The current system of highly selective colleges, aided by the College Board and its gate-keeping tests, works to protect its own interest and replicate privilege, Tough argues. He describes how the College Board, which administers tests like the SAT, had a pattern of distorting, downplaying or obscuring its own data in public relations attempts to stay relevant and manage its own reputation. The College Board denies that it intended to mislead the public and posted a response to Tough’s reporting.

He wishes colleges would de-emphasize test scores in the admissions process, and the country would commit to much more systemic reforms that would open the doors of opportunity for a larger number of students, like the GI Bill did for previous generations.

Some of the more disturbing details in his book further unmask the myth of meritocracy in a rigged system. Consider that American colleges collectively now give more institutional aid to each student with a family income over $100,000, on average, than they do to each student with a family income under $20,000. The colleges with the largest endowments that could actually afford to admit more low-income students, in fact, admit the fewest.

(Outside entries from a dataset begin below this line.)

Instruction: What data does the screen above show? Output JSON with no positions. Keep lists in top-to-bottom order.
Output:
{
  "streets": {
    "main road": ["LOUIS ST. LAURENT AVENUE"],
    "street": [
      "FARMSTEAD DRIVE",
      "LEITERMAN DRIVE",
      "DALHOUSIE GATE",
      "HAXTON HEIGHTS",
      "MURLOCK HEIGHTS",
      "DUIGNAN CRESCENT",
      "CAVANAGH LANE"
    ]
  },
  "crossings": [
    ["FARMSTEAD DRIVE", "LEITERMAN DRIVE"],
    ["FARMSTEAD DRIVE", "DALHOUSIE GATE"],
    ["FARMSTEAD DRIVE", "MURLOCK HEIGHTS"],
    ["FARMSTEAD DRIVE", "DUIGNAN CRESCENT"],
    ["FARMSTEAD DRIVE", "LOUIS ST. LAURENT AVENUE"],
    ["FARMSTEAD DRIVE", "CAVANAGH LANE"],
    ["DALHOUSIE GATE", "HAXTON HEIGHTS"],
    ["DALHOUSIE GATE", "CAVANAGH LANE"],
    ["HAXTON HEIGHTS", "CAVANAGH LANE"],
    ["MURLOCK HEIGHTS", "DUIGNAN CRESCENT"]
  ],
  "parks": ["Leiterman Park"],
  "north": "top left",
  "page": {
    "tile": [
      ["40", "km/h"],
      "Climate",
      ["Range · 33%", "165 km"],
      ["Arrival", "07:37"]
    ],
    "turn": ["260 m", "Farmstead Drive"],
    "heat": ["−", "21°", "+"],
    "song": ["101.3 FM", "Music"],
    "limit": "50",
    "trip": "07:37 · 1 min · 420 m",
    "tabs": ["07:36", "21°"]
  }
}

Or that the total black population at elite colleges has remained the same for decades at 8 percent. About 15 percent of American high school graduates are black, but the percentage of black students at Princeton, Cornell, Brown, Yale and Harvard has never budged past 8 percent.

So, are these the years that matter the most when it comes to future success?

Tough makes a convincing argument that they are. He also shows us an uncomfortable picture of a system that is badly broken.

But most importantly and hopefully, he reminds us that it can be fixed.